From her towering six feet, greasy black hair hung straight as a blade, with an edge just as sharp, over her face and down to the floor. Deep wrinkles furrowed her pale-blue skin, and a mass of scarred blue tissue knotted where one eye should have been. The other eye could’ve been glassy, or milky white. Could she even see? She spread out her hands, revealing nine-inch iron claws.
He gaped at her, his stomach twisting. People didn’t ask to see her for good reason.
“What do you think, dearies?” she asked, her high-pitched lilt in no way a match to her appearance.
Idalno shook her head. “Words fail.”
The witch laughed and fluffed her hair, exposing her long needle-like teeth. “Oh they do, don’t they? They do!”
“Perhaps you’ll tell us the riddles?” Idalno asked. “We hate to intrude.”
“Oh, not an intrusion at all. I love company.” She clasped her hands together, her claws rasping against one another like the sharpening of knives. “But I also love my riddles.

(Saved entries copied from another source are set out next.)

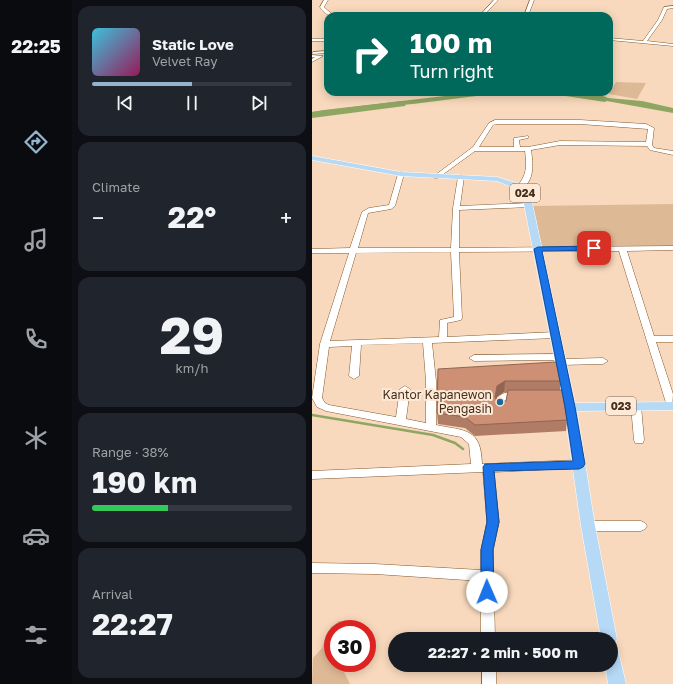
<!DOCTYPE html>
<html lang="en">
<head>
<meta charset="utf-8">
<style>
  body { margin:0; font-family:"Golos Text",sans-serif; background:#20242c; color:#f1f3f6; height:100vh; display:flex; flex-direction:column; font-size:15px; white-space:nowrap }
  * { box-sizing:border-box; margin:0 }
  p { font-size:13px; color:#9ea1a6 }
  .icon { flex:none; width:22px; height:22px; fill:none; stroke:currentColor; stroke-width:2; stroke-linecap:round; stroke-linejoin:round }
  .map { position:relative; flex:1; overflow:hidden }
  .drawer { display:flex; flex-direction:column; gap:6px; padding:6px; background:#0d0f14; width:240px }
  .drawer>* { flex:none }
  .guide { position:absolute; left:12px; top:12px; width:289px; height:84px; border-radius:12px; box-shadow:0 2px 10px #0003; background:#00695c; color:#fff; overflow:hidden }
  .speed { position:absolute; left:12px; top:620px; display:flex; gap:8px; font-size:20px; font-weight:700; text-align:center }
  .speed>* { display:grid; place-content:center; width:52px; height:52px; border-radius:50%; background:#171b24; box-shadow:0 2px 10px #0003; line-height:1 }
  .speed .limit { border:6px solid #d22; background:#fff; color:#111 }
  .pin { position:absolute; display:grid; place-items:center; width:34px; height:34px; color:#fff; margin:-17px; border-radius:8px; box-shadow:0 2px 6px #0006 }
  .me { position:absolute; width:44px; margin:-22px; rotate:359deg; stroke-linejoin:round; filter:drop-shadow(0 0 3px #0008) }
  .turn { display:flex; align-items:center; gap:14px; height:84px; padding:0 20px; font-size:18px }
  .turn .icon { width:52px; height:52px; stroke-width:2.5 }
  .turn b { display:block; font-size:28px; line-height:34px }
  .big { font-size:30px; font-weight:700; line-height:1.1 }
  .drawer .widget { flex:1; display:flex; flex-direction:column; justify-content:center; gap:6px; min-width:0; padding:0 14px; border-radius:12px; background:#20242c }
  .drawer .dial { align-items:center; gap:0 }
  .dial b { font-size:52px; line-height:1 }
  .song { display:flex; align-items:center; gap:12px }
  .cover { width:48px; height:48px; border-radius:6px; background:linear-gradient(135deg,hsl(190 70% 55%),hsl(330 70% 35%)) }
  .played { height:4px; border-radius:2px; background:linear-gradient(90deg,#92b4cd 50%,#363941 50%) }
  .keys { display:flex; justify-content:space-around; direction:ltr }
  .heat { display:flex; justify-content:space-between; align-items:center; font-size:22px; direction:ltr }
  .charge { height:6px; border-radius:3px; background:linear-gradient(90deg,#34c759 38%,#363941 0) }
  .trip { position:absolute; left:76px; top:632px; width:230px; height:40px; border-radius:20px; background:#171b24; box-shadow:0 2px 10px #0003; font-weight:700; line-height:40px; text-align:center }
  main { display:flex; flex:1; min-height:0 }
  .tab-bar { display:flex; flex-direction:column; width:72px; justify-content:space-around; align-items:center; background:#090b0e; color:#9ea1a6 }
  .tab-bar .icon { width:28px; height:28px }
  .tab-bar .current { color:#92b4cd }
  .tab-bar b { font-size:18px; color:#f1f3f6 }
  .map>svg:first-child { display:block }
</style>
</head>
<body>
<main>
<nav class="tab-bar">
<b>22:25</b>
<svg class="icon current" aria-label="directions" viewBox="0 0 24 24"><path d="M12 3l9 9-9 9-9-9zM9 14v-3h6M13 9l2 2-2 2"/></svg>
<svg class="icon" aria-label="music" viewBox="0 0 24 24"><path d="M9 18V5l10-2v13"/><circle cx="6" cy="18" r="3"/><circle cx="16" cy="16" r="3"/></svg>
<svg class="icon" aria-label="phone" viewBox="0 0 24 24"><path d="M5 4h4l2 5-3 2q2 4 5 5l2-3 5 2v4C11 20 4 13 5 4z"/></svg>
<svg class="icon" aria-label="climate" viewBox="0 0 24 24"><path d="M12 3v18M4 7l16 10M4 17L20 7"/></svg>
<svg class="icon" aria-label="car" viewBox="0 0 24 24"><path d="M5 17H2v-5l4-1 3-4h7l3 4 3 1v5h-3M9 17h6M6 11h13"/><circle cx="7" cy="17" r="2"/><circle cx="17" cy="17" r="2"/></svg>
<svg class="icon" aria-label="filters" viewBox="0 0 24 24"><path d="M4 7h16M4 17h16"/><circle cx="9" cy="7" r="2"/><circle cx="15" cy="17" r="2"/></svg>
</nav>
<section class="drawer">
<div class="widget">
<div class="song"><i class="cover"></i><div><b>Static Love</b><p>Velvet Ray</p></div></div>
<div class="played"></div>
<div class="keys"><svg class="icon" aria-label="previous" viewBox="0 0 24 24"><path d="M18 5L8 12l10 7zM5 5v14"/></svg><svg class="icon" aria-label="pause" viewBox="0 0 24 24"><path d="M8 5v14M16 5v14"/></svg><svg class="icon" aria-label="next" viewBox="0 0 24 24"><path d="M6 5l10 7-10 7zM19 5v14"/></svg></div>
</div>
<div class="widget"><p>Climate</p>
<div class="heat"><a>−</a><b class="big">22°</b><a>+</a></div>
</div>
<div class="widget dial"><b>29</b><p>km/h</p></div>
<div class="widget"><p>Range · 38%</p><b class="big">190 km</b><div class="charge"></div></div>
<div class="widget"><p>Arrival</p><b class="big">22:27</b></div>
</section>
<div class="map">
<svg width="361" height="684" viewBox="0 0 361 684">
  <rect width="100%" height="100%" fill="#f8d9bd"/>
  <g fill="#deb996">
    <path d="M 304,82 L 334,83 L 325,99 L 297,94 Z"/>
    <path d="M 361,204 L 361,246 L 226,247 L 220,206 Z"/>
    <path d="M 27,621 L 33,622 L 39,629 L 21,629 L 21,663 L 38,663 L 32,672 L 38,684 L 0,684 L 1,658 L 10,648 L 15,634 L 19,627 Z"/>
  </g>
  <g fill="#8fa663">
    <path d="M 167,92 L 196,92 L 101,104 L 50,108 L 0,116 L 0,112 L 12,110 Z"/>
    <path d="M 259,92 L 270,92 L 296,98 L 330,101 L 361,108 L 361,113 L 278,98 L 268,93 Z"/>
  </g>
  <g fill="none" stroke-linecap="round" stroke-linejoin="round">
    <path stroke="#8fa663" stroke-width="2.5" d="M 0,415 L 121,435 L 143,443 L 151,449"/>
    <g fill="#8fa663" fill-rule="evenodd">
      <path d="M 243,92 C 254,92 290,92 297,99 L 293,102 L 247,95 Z"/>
      <path d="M 90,101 L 93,102 L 94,104 L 93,106 L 0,118 L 0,112 Z"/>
    </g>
    <defs>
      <g id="minor">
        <path d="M 12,0 L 16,0 L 12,7 L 13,8 L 22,16 C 16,16 11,12 8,7 Z"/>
        <path d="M 182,0 L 186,0 L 175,12 L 175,16 L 171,16 L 171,12 Z"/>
        <path d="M 218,0 L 222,0 L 216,16 L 212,16 Z"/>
        <path d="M 361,6 L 361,8 L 355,9 L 350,20 L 335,41 L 361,44 L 361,46 L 297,40 L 297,38 L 331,41 L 346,20 L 352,7 Z"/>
        <path d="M 160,14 L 162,14 L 163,16 L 159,16 Z"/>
        <rect x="0" y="39" width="16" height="2"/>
        <path d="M 16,51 L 16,53 L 0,54 L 1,52 Z"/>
        <path d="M 0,55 L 11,56 L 0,62 L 0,59 L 3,57 L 0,57 Z"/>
        <path d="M 183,120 L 268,120 L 334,124 L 342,128 L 340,145 L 342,148 L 361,151 L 361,155 L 338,150 L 335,146 L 248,145 L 219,150 C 221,163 223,183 208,189 L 205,187 C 215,174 215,167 213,151 L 163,151 L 126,178 L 122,178 L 122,176 L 161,147 L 177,123 ZM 184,124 L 268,124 L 336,129 L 334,142 L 248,141 L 216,147 L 208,147 L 207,140 L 216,138 L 216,136 L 202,138 L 202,147 L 167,147 L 181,125 Z"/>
        <path d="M 89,172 L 92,174 L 83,206 L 79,209 L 56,213 L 46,248 L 139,248 L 141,208 L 146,177 L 149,175 L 152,177 L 148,206 L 217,203 L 220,205 L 217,207 L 147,210 L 147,248 L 361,246 L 361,250 L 315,251 L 342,336 L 361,336 L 361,342 L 344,342 L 361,394 L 360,409 L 356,408 L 355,406 L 307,251 L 147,252 L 150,318 L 149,320 L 135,323 L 135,337 L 243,332 L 247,335 L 243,338 L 120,343 L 124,381 L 124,425 C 154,431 169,428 170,464 L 267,460 L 271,461 L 272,464 L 271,467 L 267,468 L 182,472 L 187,522 L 181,550 L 183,639 L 169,639 L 169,581 L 63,574 L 0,573 L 0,563 L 63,564 L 169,570 L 169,550 L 175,522 L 171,472 L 0,479 L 0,471 L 159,464 L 157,444 L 149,437 L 14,411 L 5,407 L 0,398 L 8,344 L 37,253 L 0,253 L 0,249 L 38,248 L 50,212 L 57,208 L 77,205 L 86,174 ZM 139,252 L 142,317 L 128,320 L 127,337 L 18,341 L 44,253 ZM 111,343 L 114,381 L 114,423 L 94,419 L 98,389 L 93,386 L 88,389 L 84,417 L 17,405 L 13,403 L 10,398 L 17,347 L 40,346 L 37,376 L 42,379 L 47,376 L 49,345 Z"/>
        <path d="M 247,354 L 252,357 L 250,359 L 291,358 L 296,361 L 291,364 L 248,365 L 243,362 L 245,360 L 162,361 L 157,358 L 162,355 Z"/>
        <path d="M 193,393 L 206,393 L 211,396 L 206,399 L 195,399 L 193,411 L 185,411 C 182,404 185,395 193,393 Z"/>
        <path d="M 324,403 L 328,404 L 329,406 L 332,440 L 331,443 L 323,443 L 322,440 L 319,406 L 320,404 Z"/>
        <path d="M 276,521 L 329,521 L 333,523 L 335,526 L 333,529 L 329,531 L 276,531 L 272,529 L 270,526 L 272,523 Z"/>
        <rect x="170" y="665" width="14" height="19"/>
      </g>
      <path id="major" d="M 0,156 L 89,172 L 185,177 L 207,184 L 218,193 L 263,403 L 361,402 L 361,410 L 265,411 L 283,526 L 305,639 L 302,645 L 305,646 L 314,684 L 296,684 L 293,665 L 299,665 L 299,639 L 289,639 L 269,526 L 252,407 L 210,194 L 197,186 L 185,181 L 89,176 L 0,160 Z"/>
    </defs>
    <use href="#minor" stroke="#85592c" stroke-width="1"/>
    <use href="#major" stroke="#fff" stroke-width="1"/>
    <use href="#minor" fill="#fff" fill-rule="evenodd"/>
    <use href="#major" fill="#b6d9f5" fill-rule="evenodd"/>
  </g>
  <path fill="#b07c65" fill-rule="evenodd" d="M 126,369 L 248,381 L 248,390 L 255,420 L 254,431 L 163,436 L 153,428 L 126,424 L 125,413 ZM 192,392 L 196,392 L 194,401 L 185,401 L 184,400 L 185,397 Z"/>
  <path fill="#906552" d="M 193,381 L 192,392 L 185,397 L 183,408 L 183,397 L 185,386 Z"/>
  <path fill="#cd9075" stroke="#906552" d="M 244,362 L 248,381 L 193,381 L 185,386 L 183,397 L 185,401 L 194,401 L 196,390 L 250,390 L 255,420 L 163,425 L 153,417 L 125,413 L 126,369 Z"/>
  <path fill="#1a73e8" stroke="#114b97" d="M 282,246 L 286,248 L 285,250 L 230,251 L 263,407 L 273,464 L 271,467 L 267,469 L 182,471 L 187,522 L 181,550 L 182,592 L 180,596 L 175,598 L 171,596 L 169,592 L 169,550 L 175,522 L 171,467 L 173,464 L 261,461 L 253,407 L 222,249 L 226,247 Z"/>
  <circle fill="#1d679a" stroke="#fde9d6" stroke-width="1.5" cx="188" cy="402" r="4"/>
  <g text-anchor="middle" stroke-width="4" stroke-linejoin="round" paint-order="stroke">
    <g fill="#fde9d6" stroke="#7b6754" stroke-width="1">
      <rect x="198" y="184" width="30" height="18" rx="3"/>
      <rect x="294" y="397" width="30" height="18" rx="3"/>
    </g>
    <g font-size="11" font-weight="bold" fill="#432f1c">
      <text x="213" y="197">024</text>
      <text x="309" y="410">023</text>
    </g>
    <g font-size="12" fill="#432f1c" stroke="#fde9d6" text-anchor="end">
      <text x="180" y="399">Kantor Kapanewon<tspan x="180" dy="14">Pengasih</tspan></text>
    </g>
  </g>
</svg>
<div class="speed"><div class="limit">30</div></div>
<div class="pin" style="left:282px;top:248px;background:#d93025"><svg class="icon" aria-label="arrive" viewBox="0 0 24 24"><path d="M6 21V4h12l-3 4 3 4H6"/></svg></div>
<svg class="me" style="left:175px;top:592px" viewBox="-20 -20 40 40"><circle r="19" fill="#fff"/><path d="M0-13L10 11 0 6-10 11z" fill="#1a73e8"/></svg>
<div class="trip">22:27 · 2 min · 500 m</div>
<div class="guide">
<div class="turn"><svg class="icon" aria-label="right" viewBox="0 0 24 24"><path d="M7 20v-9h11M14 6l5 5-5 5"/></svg><div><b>100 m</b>Turn right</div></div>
</div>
</div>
</main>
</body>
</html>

So listen carefully to the first:
“What brought you in will carry you out,
Eater and eaten within, without doubt.”
She gave a wise nod of her head and winked her one translucent eye. “You see. Poetry. And riddles. That’s your way out. Now for what the biggest threat to you here is. Listen to my second riddle.” She cleared her throat delicately.
“Creeping blight
In endless night,
Forever in mind,
Forever from sight,
“From deepest shadows I leer,
Forever behind you I peer,
In silence you'll hear
The worst for you and all you hold dear.